<<<<

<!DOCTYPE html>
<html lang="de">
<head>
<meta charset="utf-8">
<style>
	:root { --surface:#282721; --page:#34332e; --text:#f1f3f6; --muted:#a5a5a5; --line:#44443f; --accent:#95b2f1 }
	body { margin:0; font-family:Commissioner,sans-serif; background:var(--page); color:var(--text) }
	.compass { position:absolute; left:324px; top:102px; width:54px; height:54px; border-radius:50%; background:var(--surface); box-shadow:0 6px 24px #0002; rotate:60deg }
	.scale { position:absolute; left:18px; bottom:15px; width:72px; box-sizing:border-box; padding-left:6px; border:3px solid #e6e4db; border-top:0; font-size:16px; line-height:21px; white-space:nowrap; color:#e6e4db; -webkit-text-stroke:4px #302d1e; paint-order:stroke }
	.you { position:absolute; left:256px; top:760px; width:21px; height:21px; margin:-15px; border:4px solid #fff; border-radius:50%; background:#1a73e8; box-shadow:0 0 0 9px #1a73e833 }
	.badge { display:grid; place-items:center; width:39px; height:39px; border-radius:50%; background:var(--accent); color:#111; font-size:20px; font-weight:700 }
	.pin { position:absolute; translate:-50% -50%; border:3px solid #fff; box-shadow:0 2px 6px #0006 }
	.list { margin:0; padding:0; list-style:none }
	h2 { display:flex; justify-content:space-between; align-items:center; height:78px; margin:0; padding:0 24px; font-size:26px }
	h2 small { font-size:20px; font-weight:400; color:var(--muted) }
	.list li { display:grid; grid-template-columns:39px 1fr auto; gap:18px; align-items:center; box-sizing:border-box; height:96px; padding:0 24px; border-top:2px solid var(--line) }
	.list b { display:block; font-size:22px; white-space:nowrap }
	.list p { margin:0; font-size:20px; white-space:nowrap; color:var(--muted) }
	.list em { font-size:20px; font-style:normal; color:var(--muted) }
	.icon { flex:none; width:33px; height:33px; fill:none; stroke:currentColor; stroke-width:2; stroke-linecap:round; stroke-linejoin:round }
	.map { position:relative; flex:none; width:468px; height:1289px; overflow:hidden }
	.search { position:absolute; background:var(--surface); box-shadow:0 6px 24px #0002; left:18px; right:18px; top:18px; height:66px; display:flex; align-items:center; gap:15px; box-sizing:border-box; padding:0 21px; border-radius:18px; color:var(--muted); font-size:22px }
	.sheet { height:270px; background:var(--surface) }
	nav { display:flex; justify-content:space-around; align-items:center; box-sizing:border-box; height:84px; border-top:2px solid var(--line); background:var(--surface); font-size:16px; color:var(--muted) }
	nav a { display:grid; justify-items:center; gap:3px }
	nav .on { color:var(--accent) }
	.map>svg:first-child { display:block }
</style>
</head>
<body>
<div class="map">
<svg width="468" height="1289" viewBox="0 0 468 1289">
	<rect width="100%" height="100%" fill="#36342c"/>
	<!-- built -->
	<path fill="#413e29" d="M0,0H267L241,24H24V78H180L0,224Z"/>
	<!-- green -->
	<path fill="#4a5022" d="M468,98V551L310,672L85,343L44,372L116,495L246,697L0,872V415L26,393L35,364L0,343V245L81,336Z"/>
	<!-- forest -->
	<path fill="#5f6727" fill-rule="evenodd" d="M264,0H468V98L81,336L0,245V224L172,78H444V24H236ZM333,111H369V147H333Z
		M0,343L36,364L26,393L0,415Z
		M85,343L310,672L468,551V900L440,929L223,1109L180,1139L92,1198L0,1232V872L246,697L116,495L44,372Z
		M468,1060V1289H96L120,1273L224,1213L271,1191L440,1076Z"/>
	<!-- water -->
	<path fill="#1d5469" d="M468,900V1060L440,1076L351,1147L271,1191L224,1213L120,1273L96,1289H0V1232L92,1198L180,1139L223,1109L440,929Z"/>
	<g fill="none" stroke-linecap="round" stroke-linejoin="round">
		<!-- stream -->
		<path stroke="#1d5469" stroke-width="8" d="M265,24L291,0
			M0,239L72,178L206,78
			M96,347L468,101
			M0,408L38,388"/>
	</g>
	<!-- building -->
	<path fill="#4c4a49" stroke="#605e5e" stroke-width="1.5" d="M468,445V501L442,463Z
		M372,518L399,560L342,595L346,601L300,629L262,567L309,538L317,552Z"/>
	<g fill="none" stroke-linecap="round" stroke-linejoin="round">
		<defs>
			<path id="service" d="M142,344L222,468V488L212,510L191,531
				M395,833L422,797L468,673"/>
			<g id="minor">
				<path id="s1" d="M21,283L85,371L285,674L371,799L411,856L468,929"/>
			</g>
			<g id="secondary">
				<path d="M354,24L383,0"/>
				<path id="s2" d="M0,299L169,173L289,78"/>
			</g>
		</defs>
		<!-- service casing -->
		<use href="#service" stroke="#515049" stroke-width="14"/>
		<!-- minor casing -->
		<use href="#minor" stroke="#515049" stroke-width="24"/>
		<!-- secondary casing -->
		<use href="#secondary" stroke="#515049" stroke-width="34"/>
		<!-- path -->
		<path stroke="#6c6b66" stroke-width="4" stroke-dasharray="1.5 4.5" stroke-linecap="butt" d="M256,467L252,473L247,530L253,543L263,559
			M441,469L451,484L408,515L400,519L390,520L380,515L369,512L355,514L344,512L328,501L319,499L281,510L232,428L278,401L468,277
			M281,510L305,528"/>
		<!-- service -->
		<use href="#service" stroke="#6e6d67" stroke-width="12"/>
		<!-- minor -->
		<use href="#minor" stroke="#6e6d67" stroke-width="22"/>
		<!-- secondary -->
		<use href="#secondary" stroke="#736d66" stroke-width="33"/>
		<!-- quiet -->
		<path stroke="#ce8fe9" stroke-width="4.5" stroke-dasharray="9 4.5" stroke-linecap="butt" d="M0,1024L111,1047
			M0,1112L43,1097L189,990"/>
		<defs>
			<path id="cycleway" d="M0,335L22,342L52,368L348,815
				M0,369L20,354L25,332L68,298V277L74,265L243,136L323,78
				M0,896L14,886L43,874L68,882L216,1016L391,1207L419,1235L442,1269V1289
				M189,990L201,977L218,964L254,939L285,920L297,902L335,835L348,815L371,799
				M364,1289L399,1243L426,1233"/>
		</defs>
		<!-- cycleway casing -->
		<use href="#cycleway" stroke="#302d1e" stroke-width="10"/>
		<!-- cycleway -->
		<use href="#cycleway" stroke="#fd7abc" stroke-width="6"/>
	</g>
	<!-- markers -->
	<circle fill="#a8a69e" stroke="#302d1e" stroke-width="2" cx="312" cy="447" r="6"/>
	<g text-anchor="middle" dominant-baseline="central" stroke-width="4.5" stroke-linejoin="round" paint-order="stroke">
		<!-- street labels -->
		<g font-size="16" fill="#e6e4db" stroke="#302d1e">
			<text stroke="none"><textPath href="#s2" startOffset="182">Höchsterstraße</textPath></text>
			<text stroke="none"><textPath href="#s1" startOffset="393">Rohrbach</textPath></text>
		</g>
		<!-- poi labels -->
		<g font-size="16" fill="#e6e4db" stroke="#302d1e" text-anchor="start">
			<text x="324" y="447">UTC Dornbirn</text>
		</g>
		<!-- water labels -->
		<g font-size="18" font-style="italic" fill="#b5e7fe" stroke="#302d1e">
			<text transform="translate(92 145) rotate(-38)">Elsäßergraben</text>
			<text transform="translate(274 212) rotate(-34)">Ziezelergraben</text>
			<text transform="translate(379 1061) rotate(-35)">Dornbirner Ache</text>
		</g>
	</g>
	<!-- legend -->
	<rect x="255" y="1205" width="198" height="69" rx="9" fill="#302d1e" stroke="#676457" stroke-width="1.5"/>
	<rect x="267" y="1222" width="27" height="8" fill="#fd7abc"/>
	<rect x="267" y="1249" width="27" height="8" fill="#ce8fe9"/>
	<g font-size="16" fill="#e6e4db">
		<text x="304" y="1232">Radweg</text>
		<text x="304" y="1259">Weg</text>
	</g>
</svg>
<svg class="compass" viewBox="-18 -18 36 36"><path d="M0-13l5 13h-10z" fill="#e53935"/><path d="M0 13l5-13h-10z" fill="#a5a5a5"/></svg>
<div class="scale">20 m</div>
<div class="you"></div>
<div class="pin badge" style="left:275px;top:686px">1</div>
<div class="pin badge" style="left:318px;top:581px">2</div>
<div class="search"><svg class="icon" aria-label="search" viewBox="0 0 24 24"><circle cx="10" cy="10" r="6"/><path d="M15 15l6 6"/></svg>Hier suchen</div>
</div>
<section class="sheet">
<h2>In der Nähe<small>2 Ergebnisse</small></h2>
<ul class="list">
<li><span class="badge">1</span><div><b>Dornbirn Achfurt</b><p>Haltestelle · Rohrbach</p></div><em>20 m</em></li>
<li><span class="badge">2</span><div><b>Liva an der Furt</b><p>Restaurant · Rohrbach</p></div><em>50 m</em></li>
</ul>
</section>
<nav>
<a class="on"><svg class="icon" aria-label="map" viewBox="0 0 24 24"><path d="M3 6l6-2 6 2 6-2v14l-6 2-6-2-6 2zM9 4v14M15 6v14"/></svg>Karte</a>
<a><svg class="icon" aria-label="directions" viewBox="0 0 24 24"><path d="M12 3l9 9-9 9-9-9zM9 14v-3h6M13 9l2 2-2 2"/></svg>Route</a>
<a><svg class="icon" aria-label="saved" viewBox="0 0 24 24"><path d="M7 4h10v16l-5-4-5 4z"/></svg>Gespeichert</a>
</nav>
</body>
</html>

>>>>

Exercise details
Within the entries, find all lines that contain "list" and copy each one.

Output for this task
	.list { margin:0; padding:0; list-style:none }
	.list li { display:grid; grid-template-columns:39px 1fr auto; gap:18px; align-items:center; box-sizing:border-box; height:96px; padding:0 24px; border-top:2px solid var(--line) }
	.list b { display:block; font-size:22px; white-space:nowrap }
	.list p { margin:0; font-size:20px; white-space:nowrap; color:var(--muted) }
	.list em { font-size:20px; font-style:normal; color:var(--muted) }
<ul class="list">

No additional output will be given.